AI developers often claim no responsibility when the results of their algorithms reinforce something that seems a bit problematic. A popular defense for this exoneration of blame is that their algorithms predict and respond to data from the “real world” and that their results simply reflect the state of the world. This defense fails to recognize that entrenching the biases and inequalities that exist in society within an artificial intelligent system of agency is not neutral. Computation and artificially intelligent mediated decision-making have some air of objectivity. Nick Diakopoulos says “It can be easy to succumb to the fallacy that, because computer algorithms are systematic, they must somehow be more ‘objective.’ But it is in fact such systematic biases that are the most insidious since they often go unnoticed and unquestioned.”

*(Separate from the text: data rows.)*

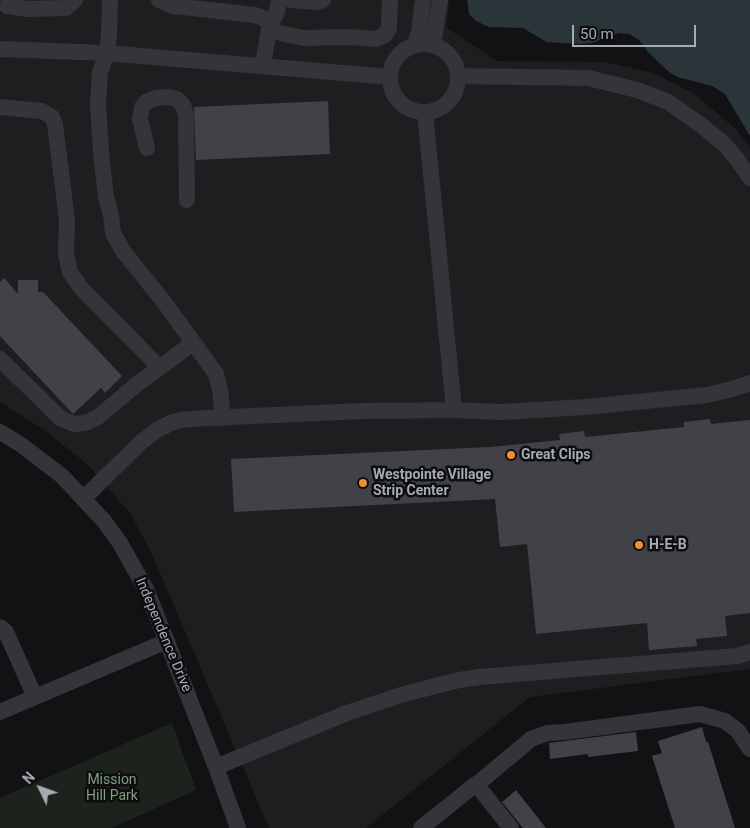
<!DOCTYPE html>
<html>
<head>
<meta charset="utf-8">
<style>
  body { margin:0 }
  #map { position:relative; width:750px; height:828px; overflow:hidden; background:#121214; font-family:Roboto,sans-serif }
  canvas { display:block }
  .north { position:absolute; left:15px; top:763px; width:50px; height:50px; -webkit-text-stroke:4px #0d0d0f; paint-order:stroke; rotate:312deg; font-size:14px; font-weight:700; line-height:20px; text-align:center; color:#a3abb4 }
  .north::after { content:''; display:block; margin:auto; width:18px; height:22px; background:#a3abb4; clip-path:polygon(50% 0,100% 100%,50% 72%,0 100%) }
  .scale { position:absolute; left:572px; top:25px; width:124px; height:22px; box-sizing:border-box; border:2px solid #a3abb4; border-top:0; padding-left:6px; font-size:15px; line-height:18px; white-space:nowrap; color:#a3abb4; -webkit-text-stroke:4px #0d0d0f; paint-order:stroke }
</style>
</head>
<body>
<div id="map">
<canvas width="750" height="828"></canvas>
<div class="north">N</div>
<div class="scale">50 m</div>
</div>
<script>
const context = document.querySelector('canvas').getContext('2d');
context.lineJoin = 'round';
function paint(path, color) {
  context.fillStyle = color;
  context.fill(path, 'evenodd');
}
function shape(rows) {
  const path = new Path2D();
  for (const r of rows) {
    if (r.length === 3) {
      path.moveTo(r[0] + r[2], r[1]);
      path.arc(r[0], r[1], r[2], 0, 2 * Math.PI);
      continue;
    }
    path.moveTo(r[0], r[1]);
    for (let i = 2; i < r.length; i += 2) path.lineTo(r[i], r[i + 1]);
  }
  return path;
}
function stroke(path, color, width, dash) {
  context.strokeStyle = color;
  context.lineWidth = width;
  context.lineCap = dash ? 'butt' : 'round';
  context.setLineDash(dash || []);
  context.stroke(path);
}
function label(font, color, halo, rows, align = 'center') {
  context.font = font + ' Roboto,sans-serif';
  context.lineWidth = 5;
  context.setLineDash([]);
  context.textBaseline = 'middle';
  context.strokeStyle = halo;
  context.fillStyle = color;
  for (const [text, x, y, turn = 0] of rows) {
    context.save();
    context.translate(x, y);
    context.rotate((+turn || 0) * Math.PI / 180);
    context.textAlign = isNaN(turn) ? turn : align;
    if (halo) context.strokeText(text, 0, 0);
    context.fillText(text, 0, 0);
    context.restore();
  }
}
const built = shape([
  [0,0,449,0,447,28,497,61,605,62,653,73,693,93,736,129,750,148,750,669,530,697,366,828,269,828,151,552,130,513,87,464,41,428,0,402]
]);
const green = shape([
  [172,723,196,790,112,828,0,828,0,798]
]);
const water = shape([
  [467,0,750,0,750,136,725,94,712,86,678,77,669,72,649,53,639,40,629,34,619,33,592,43,579,44,547,42,523,28,489,27,476,21,469,14]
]);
const building = shape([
  [328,101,330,154,196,160,194,107],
  [4,278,18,294,18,280,38,280,38,292,43,292,122,376,105,393,101,388,73,414,0,336,0,282],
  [710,419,711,424,750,420,750,613,725,616,727,636,696,639,697,646,649,650,647,623,536,634,527,544,500,547,495,499,234,512,231,459,490,447,560,440,559,434,584,431,585,437,684,427,684,422],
  [702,727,706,742,708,742,735,828,675,828,652,756,662,753,658,741],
  [636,732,638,751,588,757,588,754,550,759,549,743],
  [516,790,546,828,523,828,502,802]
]);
const minor = shape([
  [110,0,109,35,107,53,100,72,98,105,101,151,106,197,111,215,113,233,123,251,164,302,216,374,220,390,223,418],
  [159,0,173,6,255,15,268,20,269,28,283,34,305,38,348,37,376,39,385,35,389,28,390,0],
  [291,0,318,2,323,0],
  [7,6,28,9,66,8,75,0],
  [424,78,34],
  [415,45,419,32,423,0],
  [433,45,440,0],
  [0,49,107,53,389,77],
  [263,65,269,28,277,12,279,0],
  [458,76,588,78,637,90,668,102,701,125,724,144,736,158,750,178],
  [0,107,42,111,52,117,55,124,65,204,67,221,66,254,70,272,81,288,159,367],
  [425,112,454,410],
  [147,148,140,119,142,107,146,102,156,98,169,97,177,99,183,105,186,115,187,200],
  [0,359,60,418,74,424,85,423,98,417,136,385,193,343],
  [0,432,20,444,62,476,104,521,120,543,147,591,216,767,238,828],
  [84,498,140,443,157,430,171,423,181,420,207,418,363,411,454,410,502,412,585,407,707,395,732,389,750,383],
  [0,627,6,632,35,697],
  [0,712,167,641],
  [216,767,347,713,404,694,459,680,480,677,737,656,750,652],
  [476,785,531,739,547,733,565,732,700,714,725,721,738,731,750,749],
  [421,828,476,784,511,828]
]);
const markers = [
  [511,455,5,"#f48e29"],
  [363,483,5,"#f48e29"],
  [639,545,5,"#f48e29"]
];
const poiNames = [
  ["Great Clips",521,455],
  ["Westpointe Village",373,475],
  ["Strip Center",373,491],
  ["H-E-B",649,545]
];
const streetNames = [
  ["Independence Drive",163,635,67]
];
const parkNames = [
  ["Mission",112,780],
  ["Hill Park",112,796]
];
paint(built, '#1e1e21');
paint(green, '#1c231c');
paint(water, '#2a3539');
paint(building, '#414247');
stroke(minor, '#333539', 16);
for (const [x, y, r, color] of markers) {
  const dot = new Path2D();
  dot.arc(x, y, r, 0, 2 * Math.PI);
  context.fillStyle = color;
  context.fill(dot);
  stroke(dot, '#0d0d0f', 2);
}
label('bold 14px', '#a3abb4', '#0d0d0f', poiNames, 'left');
label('14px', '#a3abb4', '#0d0d0f', streetNames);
label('14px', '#7ea07a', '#0d0d0f', parkNames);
</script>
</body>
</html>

As Mark MacCarthy in his article, The Ethical Character of Algorithms—and What It Means for Fairness, the Character of Decision-Making, and the Future of News, clearly states my questions: “Are these mathematical formulas expressed in computer programs value-free tools that can give us an accurate picture of social reality upon which to base our decisions? Or are they intrinsically ethical in character, unavoidably embodying political and normative considerations?” Put simply: do algorithms have values or are they objective? The answer, I think obviously, is that they have values.
There’s a prevalent myth that because algorithms with agency to make decisions do not have human actors present during the actionable phase of their operations, they must be free of human judgment and bias. The popular mind is slowly changing to allow room for the existence of bias in artificial intelligence, but I think the historical existence of this fallacy of computational objectivity creates too much sociotechnical blindness for all impacts of the apparently “objective program” to be understood. Even when people understand and think critically about the human actors and values that are injected into algorithms, there is still something authoritative and definitive about the systematic nature of an algorithm. Additionally, the sociotechnical blindness surrounding these algorithms creates an environment in which blame is hard to distribute to the companies and people responsible for the algorithms.